Un centenar de pequeños de las colonias inundan la Escuela de Hostelería de la ciudad

Jorge Bueno y Virginia Verdugo, coordinadores de las colonias de San Agustín y la Salle, respectivamente, y cerca de 40 monitores voluntarios acompañaron ayer a un centenar de pequeños durante su visita a la Escuela de Hostelería donde recibieron las atenciones de su director Esteban Barajas y los miembros de su equipo. Los niños visitaron el tercer aljibe de Melilla la Vieja que se encuentra en las instalaciones de la sede, así como las cocinas donde recibieron amenas explicaciones. La experiencia concluyó con la entrega a cada visitante de un picnic de desayuno con los elementos recomendados para lograr una alimentación saludable.

Las tres colonias melillense, San Agustín La Salle y Monte María Cristina dependen de Cáritas Interparroquial, aunque cada una posee su forma de trabajar y su especial idiosincracia.

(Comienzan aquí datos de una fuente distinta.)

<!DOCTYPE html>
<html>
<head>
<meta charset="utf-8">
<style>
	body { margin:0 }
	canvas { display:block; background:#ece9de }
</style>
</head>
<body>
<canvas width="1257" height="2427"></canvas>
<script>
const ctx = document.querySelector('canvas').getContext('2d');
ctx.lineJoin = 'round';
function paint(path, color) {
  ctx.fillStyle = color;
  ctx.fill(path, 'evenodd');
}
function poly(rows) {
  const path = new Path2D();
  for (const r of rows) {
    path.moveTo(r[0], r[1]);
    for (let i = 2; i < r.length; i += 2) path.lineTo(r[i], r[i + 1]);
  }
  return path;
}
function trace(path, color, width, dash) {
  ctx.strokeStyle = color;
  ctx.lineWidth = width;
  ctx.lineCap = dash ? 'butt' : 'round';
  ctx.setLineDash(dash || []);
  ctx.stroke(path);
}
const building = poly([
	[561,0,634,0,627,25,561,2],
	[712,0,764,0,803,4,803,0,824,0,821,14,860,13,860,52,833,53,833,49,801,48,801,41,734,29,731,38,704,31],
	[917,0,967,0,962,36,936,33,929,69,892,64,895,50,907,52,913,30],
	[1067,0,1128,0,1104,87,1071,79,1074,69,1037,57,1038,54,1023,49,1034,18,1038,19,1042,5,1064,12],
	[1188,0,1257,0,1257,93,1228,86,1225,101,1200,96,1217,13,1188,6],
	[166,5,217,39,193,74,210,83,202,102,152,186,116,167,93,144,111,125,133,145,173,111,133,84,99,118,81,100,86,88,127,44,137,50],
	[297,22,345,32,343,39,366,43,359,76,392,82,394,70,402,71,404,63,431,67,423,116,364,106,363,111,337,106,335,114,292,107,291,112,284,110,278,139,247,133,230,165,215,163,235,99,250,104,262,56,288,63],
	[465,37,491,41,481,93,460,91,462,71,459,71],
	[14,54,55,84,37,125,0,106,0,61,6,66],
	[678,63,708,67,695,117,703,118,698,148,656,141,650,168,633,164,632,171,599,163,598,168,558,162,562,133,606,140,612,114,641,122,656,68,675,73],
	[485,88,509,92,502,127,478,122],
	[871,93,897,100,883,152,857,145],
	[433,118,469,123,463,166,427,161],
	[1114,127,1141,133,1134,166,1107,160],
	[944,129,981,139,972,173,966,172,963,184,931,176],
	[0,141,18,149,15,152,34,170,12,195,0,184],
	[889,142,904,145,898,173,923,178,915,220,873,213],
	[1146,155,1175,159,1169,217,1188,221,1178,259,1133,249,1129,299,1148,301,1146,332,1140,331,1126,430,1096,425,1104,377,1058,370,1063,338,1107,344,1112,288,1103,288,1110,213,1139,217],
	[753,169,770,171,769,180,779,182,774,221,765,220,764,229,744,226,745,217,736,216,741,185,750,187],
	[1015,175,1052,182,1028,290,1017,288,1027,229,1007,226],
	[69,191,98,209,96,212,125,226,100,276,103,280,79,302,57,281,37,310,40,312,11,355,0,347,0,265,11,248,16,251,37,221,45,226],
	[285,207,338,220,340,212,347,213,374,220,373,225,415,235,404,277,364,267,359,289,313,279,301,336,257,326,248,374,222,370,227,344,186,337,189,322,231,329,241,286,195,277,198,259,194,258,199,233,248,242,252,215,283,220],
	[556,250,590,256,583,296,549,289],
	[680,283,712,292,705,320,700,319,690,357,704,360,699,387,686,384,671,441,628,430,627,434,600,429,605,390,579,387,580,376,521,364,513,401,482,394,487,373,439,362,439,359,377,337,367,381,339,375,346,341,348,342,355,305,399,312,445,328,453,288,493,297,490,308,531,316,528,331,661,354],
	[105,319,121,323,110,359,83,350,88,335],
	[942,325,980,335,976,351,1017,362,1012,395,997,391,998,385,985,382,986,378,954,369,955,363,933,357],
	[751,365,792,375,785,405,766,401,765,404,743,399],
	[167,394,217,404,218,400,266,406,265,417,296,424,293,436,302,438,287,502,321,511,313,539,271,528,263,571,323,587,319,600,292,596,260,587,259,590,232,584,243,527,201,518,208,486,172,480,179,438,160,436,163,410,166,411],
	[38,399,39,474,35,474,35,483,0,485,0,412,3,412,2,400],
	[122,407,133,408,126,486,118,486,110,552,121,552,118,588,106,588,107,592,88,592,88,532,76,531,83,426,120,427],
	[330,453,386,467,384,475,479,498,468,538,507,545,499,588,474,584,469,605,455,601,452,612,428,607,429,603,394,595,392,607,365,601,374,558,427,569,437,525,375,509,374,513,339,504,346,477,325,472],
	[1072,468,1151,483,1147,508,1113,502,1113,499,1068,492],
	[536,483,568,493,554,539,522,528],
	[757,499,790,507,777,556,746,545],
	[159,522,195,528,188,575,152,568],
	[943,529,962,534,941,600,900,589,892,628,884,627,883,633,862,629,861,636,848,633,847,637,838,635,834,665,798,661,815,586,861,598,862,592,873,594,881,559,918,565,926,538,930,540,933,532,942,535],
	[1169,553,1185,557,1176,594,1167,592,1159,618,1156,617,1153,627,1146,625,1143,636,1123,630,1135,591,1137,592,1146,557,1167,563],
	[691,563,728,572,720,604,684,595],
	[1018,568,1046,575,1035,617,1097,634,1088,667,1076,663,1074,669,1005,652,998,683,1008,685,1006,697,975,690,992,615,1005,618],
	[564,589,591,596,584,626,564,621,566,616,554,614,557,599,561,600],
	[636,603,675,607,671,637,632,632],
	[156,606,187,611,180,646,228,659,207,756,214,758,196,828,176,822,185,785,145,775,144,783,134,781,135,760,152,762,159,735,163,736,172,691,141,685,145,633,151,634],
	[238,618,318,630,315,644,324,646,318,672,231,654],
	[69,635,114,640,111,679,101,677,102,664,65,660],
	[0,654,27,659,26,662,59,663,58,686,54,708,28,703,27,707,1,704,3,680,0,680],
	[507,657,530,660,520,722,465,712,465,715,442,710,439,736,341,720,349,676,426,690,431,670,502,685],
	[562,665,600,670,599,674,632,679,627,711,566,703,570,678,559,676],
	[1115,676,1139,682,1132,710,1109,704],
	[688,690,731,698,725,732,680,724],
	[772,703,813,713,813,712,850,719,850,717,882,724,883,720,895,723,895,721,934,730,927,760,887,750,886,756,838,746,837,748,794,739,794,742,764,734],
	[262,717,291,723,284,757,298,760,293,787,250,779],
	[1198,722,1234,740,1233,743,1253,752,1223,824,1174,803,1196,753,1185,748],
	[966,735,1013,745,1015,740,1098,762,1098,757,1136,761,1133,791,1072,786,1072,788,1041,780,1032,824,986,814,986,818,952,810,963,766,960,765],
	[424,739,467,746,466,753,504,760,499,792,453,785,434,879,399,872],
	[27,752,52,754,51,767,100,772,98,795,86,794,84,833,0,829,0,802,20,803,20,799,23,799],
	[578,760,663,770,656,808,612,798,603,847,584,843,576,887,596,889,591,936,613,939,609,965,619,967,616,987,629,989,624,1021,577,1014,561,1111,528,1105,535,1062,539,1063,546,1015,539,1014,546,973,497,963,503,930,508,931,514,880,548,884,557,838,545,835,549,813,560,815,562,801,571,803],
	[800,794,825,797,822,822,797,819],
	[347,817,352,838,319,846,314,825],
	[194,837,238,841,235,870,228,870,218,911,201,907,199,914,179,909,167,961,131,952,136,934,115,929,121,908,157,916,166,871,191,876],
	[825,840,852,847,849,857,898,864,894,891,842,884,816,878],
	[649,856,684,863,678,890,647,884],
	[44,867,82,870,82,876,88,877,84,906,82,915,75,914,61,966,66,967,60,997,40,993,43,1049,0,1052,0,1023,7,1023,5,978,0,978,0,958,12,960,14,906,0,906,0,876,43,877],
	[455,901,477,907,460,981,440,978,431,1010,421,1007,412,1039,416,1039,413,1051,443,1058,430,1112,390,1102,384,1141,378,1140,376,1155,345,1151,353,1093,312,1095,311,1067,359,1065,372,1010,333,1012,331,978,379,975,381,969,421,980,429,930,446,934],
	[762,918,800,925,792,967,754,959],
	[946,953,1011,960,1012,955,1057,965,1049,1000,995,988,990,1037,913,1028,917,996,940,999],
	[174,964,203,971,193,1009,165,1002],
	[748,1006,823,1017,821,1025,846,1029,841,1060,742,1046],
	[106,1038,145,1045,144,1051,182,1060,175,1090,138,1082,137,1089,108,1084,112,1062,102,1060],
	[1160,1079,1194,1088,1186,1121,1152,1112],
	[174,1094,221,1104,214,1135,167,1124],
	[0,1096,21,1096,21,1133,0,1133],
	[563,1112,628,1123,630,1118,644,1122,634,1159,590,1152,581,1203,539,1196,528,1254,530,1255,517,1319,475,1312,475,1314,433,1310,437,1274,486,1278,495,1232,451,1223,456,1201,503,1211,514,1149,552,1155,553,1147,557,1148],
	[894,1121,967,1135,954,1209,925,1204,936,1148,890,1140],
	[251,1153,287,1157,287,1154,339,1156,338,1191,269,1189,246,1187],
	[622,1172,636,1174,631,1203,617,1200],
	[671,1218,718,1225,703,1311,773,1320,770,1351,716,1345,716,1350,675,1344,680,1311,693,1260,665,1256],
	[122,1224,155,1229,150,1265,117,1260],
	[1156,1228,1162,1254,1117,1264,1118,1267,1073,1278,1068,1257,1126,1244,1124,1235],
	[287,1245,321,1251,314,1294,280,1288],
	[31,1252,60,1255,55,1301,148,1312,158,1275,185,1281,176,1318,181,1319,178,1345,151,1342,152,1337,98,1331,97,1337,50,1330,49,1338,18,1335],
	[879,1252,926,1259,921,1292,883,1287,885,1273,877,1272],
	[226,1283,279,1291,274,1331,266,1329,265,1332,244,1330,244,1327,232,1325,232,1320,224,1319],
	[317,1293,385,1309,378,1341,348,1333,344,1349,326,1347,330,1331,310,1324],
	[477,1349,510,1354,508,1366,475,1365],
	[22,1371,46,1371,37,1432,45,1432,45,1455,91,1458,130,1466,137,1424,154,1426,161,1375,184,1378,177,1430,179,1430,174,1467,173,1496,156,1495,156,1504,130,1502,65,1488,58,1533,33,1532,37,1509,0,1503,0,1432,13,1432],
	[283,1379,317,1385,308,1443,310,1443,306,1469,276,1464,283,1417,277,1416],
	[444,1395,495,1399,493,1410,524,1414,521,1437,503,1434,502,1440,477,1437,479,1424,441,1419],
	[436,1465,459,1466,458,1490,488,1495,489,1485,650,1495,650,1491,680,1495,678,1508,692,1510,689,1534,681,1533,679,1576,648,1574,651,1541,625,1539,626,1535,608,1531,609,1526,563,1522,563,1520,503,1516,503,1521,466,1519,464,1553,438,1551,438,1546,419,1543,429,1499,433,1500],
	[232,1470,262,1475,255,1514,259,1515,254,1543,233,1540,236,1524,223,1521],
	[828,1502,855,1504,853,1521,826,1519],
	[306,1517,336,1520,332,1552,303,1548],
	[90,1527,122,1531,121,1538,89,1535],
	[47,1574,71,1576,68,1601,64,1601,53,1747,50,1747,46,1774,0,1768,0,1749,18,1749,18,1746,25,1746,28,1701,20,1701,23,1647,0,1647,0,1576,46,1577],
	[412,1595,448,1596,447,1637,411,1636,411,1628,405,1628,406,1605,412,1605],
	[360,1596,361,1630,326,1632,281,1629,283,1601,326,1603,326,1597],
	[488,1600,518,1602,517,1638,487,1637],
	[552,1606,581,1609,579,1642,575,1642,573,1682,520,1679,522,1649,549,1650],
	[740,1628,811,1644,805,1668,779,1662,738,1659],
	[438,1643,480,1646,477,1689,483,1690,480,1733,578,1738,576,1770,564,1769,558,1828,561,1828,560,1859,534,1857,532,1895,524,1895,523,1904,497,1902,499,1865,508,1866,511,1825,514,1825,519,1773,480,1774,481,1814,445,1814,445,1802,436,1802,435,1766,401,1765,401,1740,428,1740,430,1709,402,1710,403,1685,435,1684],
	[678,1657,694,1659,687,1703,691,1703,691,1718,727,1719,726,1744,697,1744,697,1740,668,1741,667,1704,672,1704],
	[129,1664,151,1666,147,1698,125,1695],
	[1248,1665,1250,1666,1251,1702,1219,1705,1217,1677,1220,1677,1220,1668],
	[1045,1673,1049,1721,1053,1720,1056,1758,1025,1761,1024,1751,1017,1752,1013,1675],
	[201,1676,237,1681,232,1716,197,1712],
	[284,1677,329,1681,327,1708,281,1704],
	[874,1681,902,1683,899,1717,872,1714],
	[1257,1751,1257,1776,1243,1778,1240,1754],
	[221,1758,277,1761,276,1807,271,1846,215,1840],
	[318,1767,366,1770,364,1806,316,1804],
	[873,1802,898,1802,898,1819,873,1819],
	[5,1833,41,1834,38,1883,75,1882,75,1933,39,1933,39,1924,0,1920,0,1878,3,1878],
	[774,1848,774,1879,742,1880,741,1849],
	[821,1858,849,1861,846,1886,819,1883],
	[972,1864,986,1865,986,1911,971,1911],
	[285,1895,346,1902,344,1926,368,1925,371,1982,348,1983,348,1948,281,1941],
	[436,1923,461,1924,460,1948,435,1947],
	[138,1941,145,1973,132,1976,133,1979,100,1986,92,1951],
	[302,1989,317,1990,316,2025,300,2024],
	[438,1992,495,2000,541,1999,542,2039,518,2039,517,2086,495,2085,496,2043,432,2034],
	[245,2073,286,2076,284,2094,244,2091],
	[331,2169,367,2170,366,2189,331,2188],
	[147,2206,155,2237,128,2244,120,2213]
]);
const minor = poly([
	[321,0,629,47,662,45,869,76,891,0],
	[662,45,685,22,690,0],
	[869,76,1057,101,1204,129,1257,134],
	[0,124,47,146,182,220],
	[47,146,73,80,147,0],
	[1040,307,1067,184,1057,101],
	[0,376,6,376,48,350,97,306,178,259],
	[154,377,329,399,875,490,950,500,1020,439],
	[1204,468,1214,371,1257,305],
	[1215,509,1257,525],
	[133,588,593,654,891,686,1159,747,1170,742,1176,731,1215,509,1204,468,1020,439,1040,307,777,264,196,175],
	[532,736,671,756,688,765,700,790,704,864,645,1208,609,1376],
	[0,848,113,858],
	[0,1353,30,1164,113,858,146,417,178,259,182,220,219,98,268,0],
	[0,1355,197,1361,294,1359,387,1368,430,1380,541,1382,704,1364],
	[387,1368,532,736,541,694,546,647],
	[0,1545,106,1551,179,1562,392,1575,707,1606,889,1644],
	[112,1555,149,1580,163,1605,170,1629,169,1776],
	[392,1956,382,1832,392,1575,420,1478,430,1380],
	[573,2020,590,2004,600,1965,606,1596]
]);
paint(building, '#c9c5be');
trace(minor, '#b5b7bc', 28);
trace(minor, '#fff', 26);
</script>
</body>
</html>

La de San Agustín desarrolla su labor a lo largo de todo el año a través de un apoyo escolar que se lleva a cabo dos días a la semana que además se extiende a materias como orientación familiar, apoyo socioeducativo, cultural y en todos los déficits que presenten los pequeños a su cargo.

Sin embargo, la actuación de los equipos de las colonias se amplia de forma considerable cuando llega la temporada estival ya que se trata del colofón a la actividad desarrollada a lo largo de la anualidad.

El número de alumos que integran la colonia de San Agustín suele ser de cuarenta y 18 monitores, aunque en verano la cifra se eleva a 50 por el hecho de incluir a los niños de Divina Infantita y a su vez aumenta hasta una veintena el equipo de monitores, al margen de aquellos que desarrollan los talleres y los adultos que se encargan de las labores de cocina.

Objetivos

El fin primordial de las colonias pasa porque los pequeños se deshiniban de sus situaciones familiares y durante unos días sean capaces de sentir felicidad alegría, entusiasmo y ganas de descubrir experiencias diferentes a las habituales de su entorno.

Actividades veraniegas

Son variadas las actividades que reciben en la temporada veraniega en las colonias. De hecho, se realizan visitas a entidades y organismos tan diferentes como la Comandancia de la Guardia Civil de Melilla, al Tiro Olímpico o la de ayer a la Escuela de Hostelería, además de ofrecerles baños en las playas de la dársena costera melillense y actividades deportivas para que, en definitiva, se den cuentan que pueden desarrollar su futuro con un abanico de posibilidades.

Estas colonias, tal como explicó Jorge Bueno a MELILLA HOY,, están dirigidas fundamentalmente a niños con un déficit socioeconómico, cultural, familiar y educativo. Suelen acercarse a las distintas cáritas melillenses donde se comprueba si reúnen las condiciones que requieren estos programas entre las que se encuentran la limitación de una horquilla de edad que abarca desde los seis a los doce años.

 

No todos están escolarizados por lo que se les presta un apoyo escolar durante todo el año. “De hecho, en el segundo trimestre del curso llegó una niña que venía sin escolarizar y sin saber leer, ni escribir y gracias al trabajo de una monitora ha logrado ponerse en el nivel de segundo de primaria”, dijo Bueno.

Los monitores de San Agustín a diferencia de los de La Salle son todos de Melilla salvo un seminarista de misión.

La Salle

Y fue Virginia Verdugo, directora de la Colonia de La Salle quien comentó que sus monitores son procedentes de la Península.

Las actividades, a pesar de tener características similares en cuanto a actividades playeras y visitas, siguen en cada colonia una determinada temática que, en esta ocasión, gira en torno a los Minions y por tanto los talleres siguen ese enfoque a través de teatrillos y la enseñanza de valores a través de los personajes de los Minions.

Escuela de Hostelería

En la mañana a de ayer la Escuela de Hostelería ofrecía una aspecto inusual con un trasiego de pequeños que inundaban todas la dependencias, desde el aljibe que les despertó gran curiosidad, pasando por los comentarios que los profesores de cocina les impartieron desde una perspectiva lógicamente básica, hasta la recepción de los picnics que contenían un lácteo, agua, fruta refrescante, así como pasteles de chocolates y galletas elaboradas por los alumnos de la escuela. “Ha sido muy emotivo ver las caras de satisfacción de los chicos y su perfecto comportamiento en la escuela”, apostilló Barajas.